(DATA EXTRACTS)
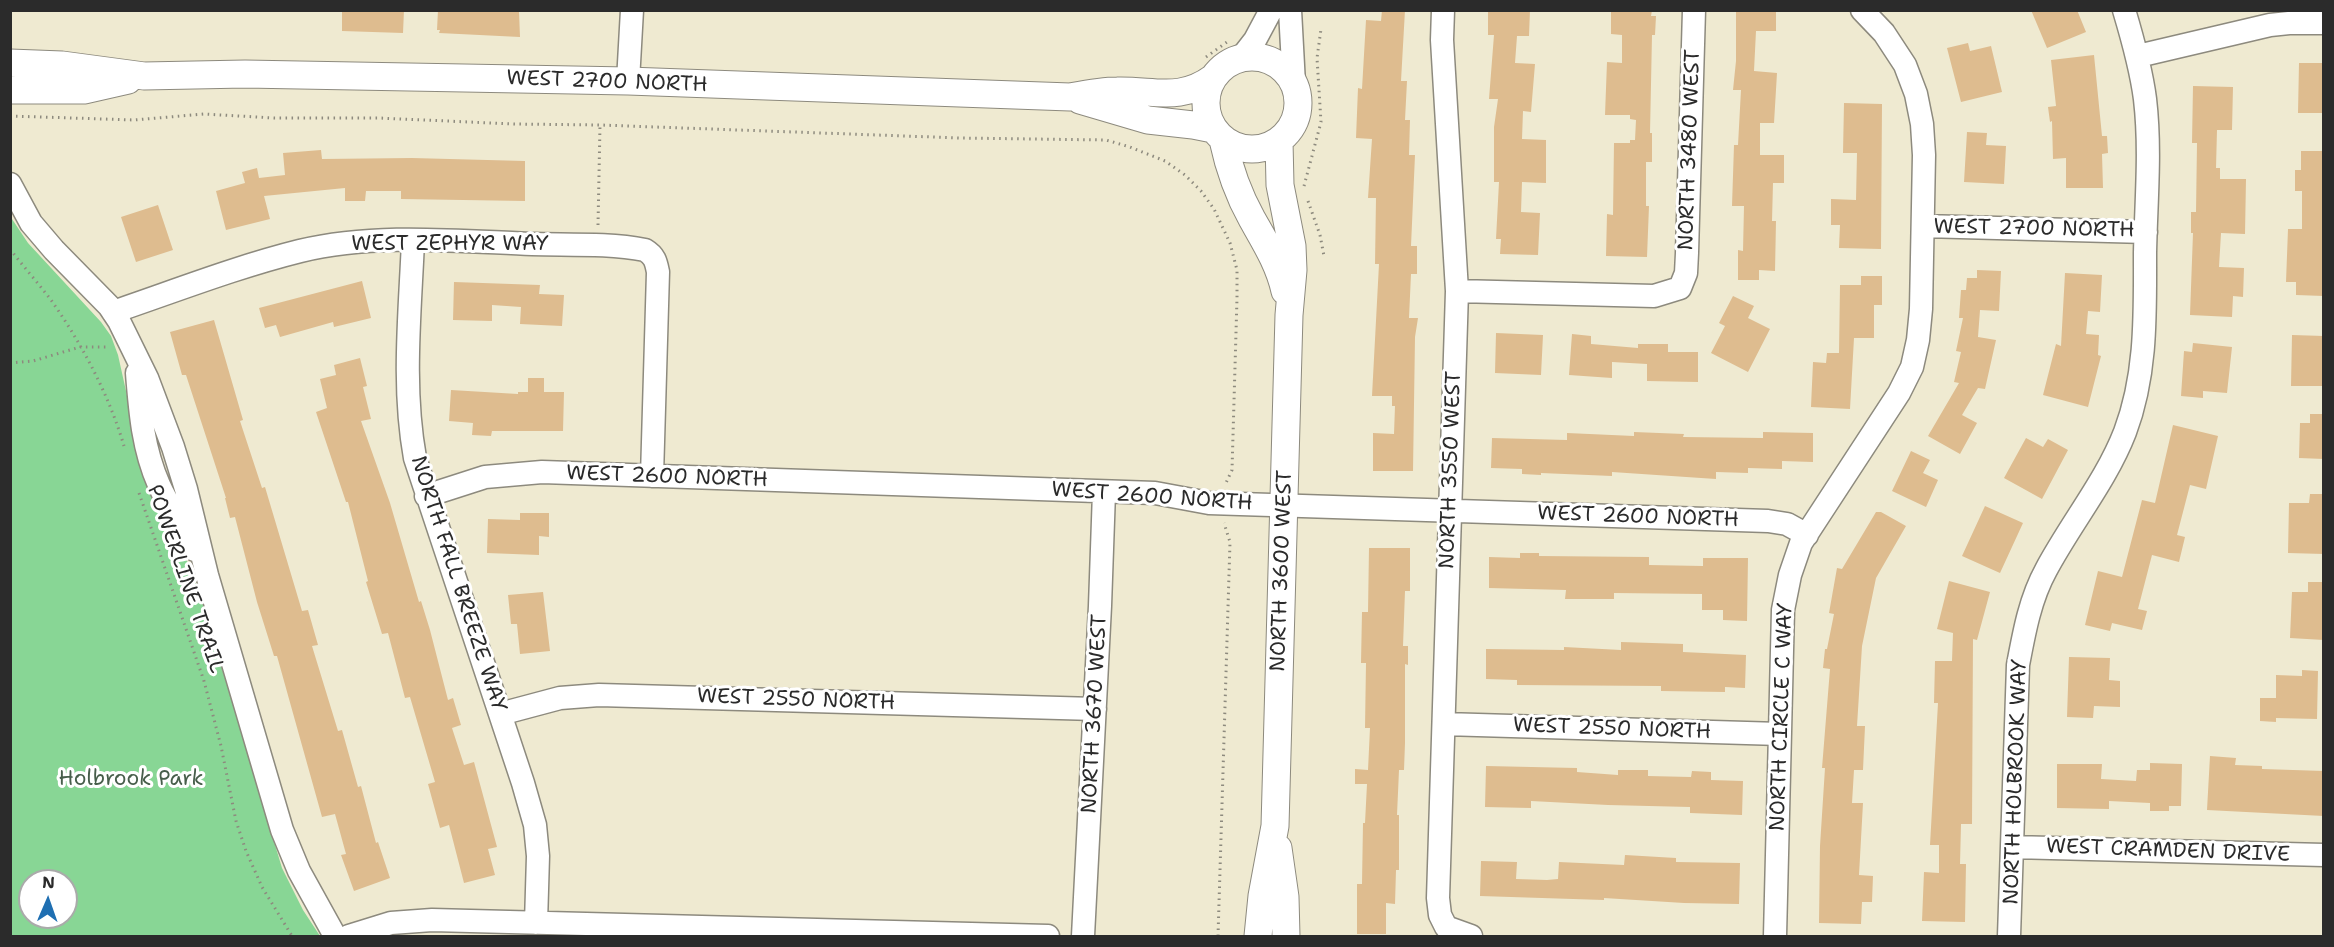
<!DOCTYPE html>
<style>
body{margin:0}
#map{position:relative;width:2334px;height:947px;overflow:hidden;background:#efead1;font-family:"Shantell Sans",sans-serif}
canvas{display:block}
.frame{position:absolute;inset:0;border:12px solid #2b2b2b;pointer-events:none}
.north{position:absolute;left:18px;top:869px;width:60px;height:60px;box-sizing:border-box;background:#fff;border:2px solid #aaa;border-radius:50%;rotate:2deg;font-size:16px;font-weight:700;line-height:24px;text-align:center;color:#2b2b2b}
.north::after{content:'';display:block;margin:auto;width:21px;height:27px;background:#1f6fb2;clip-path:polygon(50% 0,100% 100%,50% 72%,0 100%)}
</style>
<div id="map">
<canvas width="2334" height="947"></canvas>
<div class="frame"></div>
<div class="north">N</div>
</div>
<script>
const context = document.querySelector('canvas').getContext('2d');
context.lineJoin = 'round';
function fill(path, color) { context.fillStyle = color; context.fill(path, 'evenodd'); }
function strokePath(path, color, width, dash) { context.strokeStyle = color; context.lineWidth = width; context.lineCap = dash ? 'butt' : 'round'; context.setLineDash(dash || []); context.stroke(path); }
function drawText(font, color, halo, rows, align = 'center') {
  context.font = font + ' "Shantell Sans",sans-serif'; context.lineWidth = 6; context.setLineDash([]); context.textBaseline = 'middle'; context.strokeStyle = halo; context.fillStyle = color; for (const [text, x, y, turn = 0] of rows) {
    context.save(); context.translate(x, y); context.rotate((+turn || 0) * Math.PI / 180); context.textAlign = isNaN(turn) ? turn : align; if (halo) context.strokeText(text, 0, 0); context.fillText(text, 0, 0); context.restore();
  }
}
fill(new Path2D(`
 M10 216 28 243 101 322 111 336 118 355 132 418 199 592 282 868 303 910 320 936H11ZM30 881H66V917H30Z`), '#88d695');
fill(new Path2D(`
 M342 10H404L403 33 342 31Z
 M438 10 519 11 520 37 439 33 440 30H437Z
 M1382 10H1405L1401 81H1407L1405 120H1410L1409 155H1415L1411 246H1417V274H1411L1409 318H1418L1415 337 1413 471H1373V433L1394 434 1395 406H1392V396H1372L1379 264H1375L1376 198H1368L1372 139 1356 138 1358 88 1362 89 1366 20 1381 21Z
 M1488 10H1530L1529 36H1517L1515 63 1535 64 1531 112 1523 111 1522 139 1546 140V183L1522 182 1521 212 1540 213 1538 255 1500 254 1501 239H1496L1499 182H1494V127L1498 99H1489L1494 35H1488Z
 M1611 10H1652L1651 16H1656L1655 35H1652L1650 133H1652V162H1646V206H1649L1647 257 1606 256 1607 214 1613 215 1614 143H1630V140H1635L1636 120 1630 119V115H1605L1607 62 1622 63V35L1611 34Z
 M1736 10H1776V31H1756L1754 71 1777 73 1774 123H1760V155H1784V183H1773L1772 221H1776L1775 271 1759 270V280H1738V250L1743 251 1744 206H1732L1734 145H1738L1741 90H1733L1736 61Z
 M2031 10H2077L2086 32 2047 48Z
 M1968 43 1970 51 1991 46 2002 92 1961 102 1947 48Z
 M2094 55 2102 136H2107L2108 153 2102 154 2103 188H2066V158L2053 159 2052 121 2050 122 2048 107 2056 106 2051 60Z
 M2299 63H2324V113H2298Z
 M2193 86 2233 87 2232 130H2217L2216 168H2220V179H2246L2245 234 2221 233 2219 267 2244 268 2243 297 2233 296 2232 317 2190 315 2193 233H2191V212H2196L2197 143H2192Z
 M1844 103 1882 104 1881 249 1839 248 1840 225H1831V199L1856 200 1857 153H1843Z
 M1967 132 1987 133 1986 145 2006 146 2004 184 1964 182Z
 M321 150 322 159 412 158 525 161V201L401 199V191H366L365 201H345V188L264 196 270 219 226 230 216 191 245 183 242 172 257 168 259 178 285 175 283 153Z
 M2301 151H2324V296L2296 295V282H2286L2288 229H2302V191H2295V170H2301Z
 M158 205 173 250 136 262 121 217Z
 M1977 270 2001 271 1999 311 1980 310 1978 337 1996 340 1985 389 1978 388 1962 415 1977 423 1960 454 1928 436 1959 383 1954 382 1961 352 1956 351 1963 318H1959L1961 290H1966L1967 278H1977Z
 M2065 273 2102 275 2100 312 2088 311 2086 334 2099 335 2098 355 2101 356 2088 407 2043 395 2056 344 2061 346Z
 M1861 276H1882V305H1874V338H1854L1850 409 1811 407 1813 362 1826 363 1827 353H1839L1840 285H1861Z
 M362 281 371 318 334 327 333 322 280 337 276 325 265 328 259 308Z
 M454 282 540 285 539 294 564 295 562 326 520 324 521 307 492 305V321L453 320Z
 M1733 296 1754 306 1748 318 1770 329 1748 372 1711 353 1725 326 1719 323Z
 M214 320 243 420 240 421 262 488 265 487 302 611 308 610 318 645 312 646 338 731 342 730 358 787 361 786 376 843 378 842 390 878 354 891 341 855 346 854 335 814 322 817 277 656H274L257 602 235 517 230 518 225 498H226L186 375H182L170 332Z
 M1496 333 1543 335 1541 375 1495 373Z
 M1572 334 1591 336V344L1638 348V344H1668V352H1698V382L1647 381V364L1612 362V378L1569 375Z
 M2292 335 2324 336V386H2291Z
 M2193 343 2232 347 2227 393 2203 391V398L2181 396 2184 351 2192 352Z
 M360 358 367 386 363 387 371 419 361 421 390 503 419 602 421 601 430 630 448 700 453 698 461 725 452 728 464 765 474 762 497 847 488 849 495 875 464 883 449 825 440 828 428 784 435 782 410 697 405 698 388 633 382 634 366 582 368 581 348 502H346L316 412 327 408 320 379 336 375 334 365Z
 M528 378H544V392H564L563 431H492L491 436 472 435 473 423 449 421 451 390 518 394V392H528Z
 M2310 414H2324V459L2299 458 2300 423H2310Z
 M2173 425 2218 436 2206 489 2190 485 2177 535 2185 537 2179 562 2152 555 2138 609 2147 611 2142 630 2112 623 2110 631 2085 625 2098 571 2122 577 2142 500 2155 503Z
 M1634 432 1684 434 1683 437 1763 438V432L1813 433V462L1782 461V469L1748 468V473L1716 472V479L1612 472V476L1541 473V475L1522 474V469L1491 468 1492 438 1567 440V433L1634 436Z
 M2026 438 2043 447 2048 439 2068 450 2042 499 2004 478Z
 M1911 451 1930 460 1923 473 1938 480 1926 507 1892 491Z
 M2310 494H2324V554L2288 553 2289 503H2309Z
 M1985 506 2023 523 2000 573 1962 556Z
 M1876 512H1881L1906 526 1876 578 1862 646 1857 726H1865L1863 770H1854L1852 803H1863L1859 875 1873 876 1872 902H1862L1861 924 1819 923 1820 846 1825 768H1822L1830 669 1823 668 1825 649H1827L1834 614 1829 613 1837 568 1842 569Z
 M520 513H549V537L539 536V555L487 553 488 519 520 520Z
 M1369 548H1410V591H1405L1403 646H1408V665L1405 664V743L1404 770H1399L1397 815H1399V870H1396L1395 904 1386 903V934H1357V884H1362L1363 823H1365L1367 784H1355V769L1368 770 1370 728H1365L1366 663H1361L1362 612H1368Z
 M1520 553H1539V556L1649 557V565L1703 566V558H1748L1747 621 1723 620V610H1702V594L1614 593V599H1565L1566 590 1489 588V557L1520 558Z
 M1949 581 1990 592 1977 640 1973 639 1972 824H1961L1960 864H1966L1965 922 1922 921 1924 872 1939 873V845H1930L1938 703H1934L1935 661H1952L1953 633 1937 629Z
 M2308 582H2324V640L2290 638 2292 592H2308Z
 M543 592 550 651 520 654 517 624H511L508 595Z
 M1621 642 1683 644V652L1746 655 1745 688 1725 687V692L1661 691V686L1517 685V680L1486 679V649L1564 650V647L1621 650Z
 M2069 657 2110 658 2109 680 2120 681V707L2094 706 2093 718 2067 717Z
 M2302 670 2318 671 2317 719 2276 718V722L2260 721V698H2276V675L2302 676Z
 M2210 756 2236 758 2235 765 2262 766V769L2324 771V816L2207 810Z
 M2150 763 2182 764 2181 806H2169V811H2150V803L2109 801V809L2057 808V764H2102L2101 779 2136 781 2137 770H2150Z
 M1486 766 1577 768V772L1618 775V770H1648V776L1691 777 1692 771 1711 772V780L1743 781 1742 815 1690 813V807L1608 805 1531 801V808L1485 807Z
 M1625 855 1676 858V862L1740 863 1739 904 1684 903 1604 898V900L1480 896 1481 861 1517 862 1516 879 1547 880 1558 879 1559 862 1624 865Z`), '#debc8f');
const minor = new Path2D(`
 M1290 10 1294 84
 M1443 10 1442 40 1457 291 1438 898 1440 915 1446 927 1471 936
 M2138 56 2270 25 2289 23H2324
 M1241 58 1255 40 1271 10
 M628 81 632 10
 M10 184 31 223 54 250 109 306 119 321 147 378 173 447 186 489 207 575 282 830 299 871 335 936
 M1923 226 2146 232
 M413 241C410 313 402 386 415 458L523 783 535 825 538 856 536 923
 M1457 291 1654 296 1680 288 1686 273 1687 253 1694 10
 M113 312C175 291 236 267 300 251 375 233 455 241 532 244 569 245 609 243 645 250 655 256 656 262 658 272L652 476
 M137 373C140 412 143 449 159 485 169 508 184 528 195 550
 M426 496 485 477 542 472 1155 493 1209 503 1768 521 1787 524 1807 535
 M500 714 560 698 599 695 1095 709
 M1444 724 1780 734
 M2012 847 2324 855
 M349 936 391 923 432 920 1048 936
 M1083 936 1100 606 1104 492
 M1775 936 1783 610 1790 575 1801 543 1899 393 1912 367 1918 340 1921 309 1924 155 1922 124 1916 94 1905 65 1884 33 1862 10
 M2009 936 2018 665C2024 633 2030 599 2046 570 2071 523 2106 481 2125 432 2147 374 2145 313 2145 253 2146 202 2151 150 2145 99 2141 68 2133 40 2124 10`);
const tertiary = new Path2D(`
 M1206 103a46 46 0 1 1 92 0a46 46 0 1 1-92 0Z
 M10 63 62 65 144 76 245 74 628 81 1070 97C1086 94 1101 91 1117 91 1155 90 1180 102 1213 78
 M10 90H84L128 80
 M1080 100 1148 120 1193 125 1213 129
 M1223 140C1229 168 1238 194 1252 219 1265 242 1279 264 1285 291
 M1278 848 1285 897 1286 936
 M1258 936 1262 896 1275 826 1289 315 1293 270 1292 246 1280 185 1279 141`);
strokePath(minor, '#8d8a7e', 25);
strokePath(tertiary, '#8d8a7e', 29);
strokePath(new Path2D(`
 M1206 57 1227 42
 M10 116 134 120 204 114 274 118H379L514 124 600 125 960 138 1106 140 1130 147 1165 161 1185 175 1201 191 1214 209 1230 243 1237 270V298L1232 470 1225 485
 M1304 186 1321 122 1317 58 1321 29
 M1308 201 1320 235 1324 256
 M598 225 600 125
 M10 249C23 266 38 283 51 300 82 344 109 395 124 446
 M10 363 33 361 80 347H109
 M139 493 204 681 221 746 236 821 246 851 262 887 292 936
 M1218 936 1230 542 1224 523`), '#8d8a7e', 3, [1.5, 4.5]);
strokePath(minor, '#fff', 22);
strokePath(tertiary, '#fff', 27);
drawText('21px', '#2b2b2b', '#fff', [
 ["WEST 2700 NORTH",607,82,2],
 ["NORTH 3480 WEST",1690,150,-88],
 ["WEST 2700 NORTH",2034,229,1],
 ["WEST ZEPHYR WAY",450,245],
 ["NORTH 3550 WEST",1451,470,-88],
 ["WEST 2600 NORTH",667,477,2],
 ["WEST 2600 NORTH",1152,497,4],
 ["WEST 2600 NORTH",1638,517,2],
 ["NORTH 3600 WEST",1282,571,-88],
 ["POWERLINE TRAIL",185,579,71],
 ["NORTH FALL BREEZE WAY",458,584,72],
 ["WEST 2550 NORTH",796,700,2],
 ["NORTH 3670 WEST",1095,714,-87],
 ["NORTH CIRCLE C WAY",1782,717,-88],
 ["WEST 2550 NORTH",1612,729,2],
 ["NORTH HOLBROOK WAY",2016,782,-88],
 ["WEST CRAMDEN DRIVE",2168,851,2]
]);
drawText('21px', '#475e4b', '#fff', [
 ["Holbrook Park",131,780]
]);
</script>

(ASSIGNMENT)
Search the records for lines holding the word "turn", then copy each line you find.

(TASK ANSWER)
  context.font = font + ' "Shantell Sans",sans-serif'; context.lineWidth = 6; context.setLineDash([]); context.textBaseline = 'middle'; context.strokeStyle = halo; context.fillStyle = color; for (const [text, x, y, turn = 0] of rows) {
    context.save(); context.translate(x, y); context.rotate((+turn || 0) * Math.PI / 180); context.textAlign = isNaN(turn) ? turn : align; if (halo) context.strokeText(text, 0, 0); context.fillText(text, 0, 0); context.restore();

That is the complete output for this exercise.